▶ [Action item]: Which lines in the records below contain the word "read"? Report each of them.

^^^^^^^^

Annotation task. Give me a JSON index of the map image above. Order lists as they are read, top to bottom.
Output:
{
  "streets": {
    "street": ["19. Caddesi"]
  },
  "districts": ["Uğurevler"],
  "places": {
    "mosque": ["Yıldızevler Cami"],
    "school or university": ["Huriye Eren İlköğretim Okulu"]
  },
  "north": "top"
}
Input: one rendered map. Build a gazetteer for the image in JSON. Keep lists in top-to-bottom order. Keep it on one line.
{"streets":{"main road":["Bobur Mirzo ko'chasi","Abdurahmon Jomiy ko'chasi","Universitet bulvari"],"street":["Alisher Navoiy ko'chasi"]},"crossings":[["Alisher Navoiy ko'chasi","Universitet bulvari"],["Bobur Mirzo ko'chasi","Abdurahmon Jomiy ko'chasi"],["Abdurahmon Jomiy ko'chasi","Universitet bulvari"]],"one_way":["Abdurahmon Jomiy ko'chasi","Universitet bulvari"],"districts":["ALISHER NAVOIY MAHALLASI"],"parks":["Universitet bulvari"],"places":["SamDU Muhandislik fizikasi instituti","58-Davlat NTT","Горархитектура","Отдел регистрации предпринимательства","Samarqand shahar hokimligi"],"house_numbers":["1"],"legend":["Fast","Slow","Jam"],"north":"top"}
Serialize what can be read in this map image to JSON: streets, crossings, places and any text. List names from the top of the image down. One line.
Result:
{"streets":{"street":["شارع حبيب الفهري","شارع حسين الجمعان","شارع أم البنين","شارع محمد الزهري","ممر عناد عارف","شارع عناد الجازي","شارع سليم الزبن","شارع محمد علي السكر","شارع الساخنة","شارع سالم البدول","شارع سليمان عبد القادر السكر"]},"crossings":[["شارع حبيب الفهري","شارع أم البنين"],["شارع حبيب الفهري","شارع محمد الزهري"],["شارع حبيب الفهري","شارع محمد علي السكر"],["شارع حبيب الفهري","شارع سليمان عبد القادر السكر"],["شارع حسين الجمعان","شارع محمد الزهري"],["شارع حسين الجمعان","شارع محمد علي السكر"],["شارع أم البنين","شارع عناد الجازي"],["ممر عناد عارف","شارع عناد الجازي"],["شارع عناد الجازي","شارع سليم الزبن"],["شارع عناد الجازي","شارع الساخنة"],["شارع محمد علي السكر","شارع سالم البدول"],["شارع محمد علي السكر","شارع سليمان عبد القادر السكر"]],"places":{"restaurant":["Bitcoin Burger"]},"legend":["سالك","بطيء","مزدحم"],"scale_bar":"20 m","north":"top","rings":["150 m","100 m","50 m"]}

^^^^^^^^

▶ [Answer space]:
Annotation task. Give me a JSON index of the map image above. Order lists as they are read, top to bottom.
Serialize what can be read in this map image to JSON: streets, crossings, places and any text. List names from the top of the image down. One line.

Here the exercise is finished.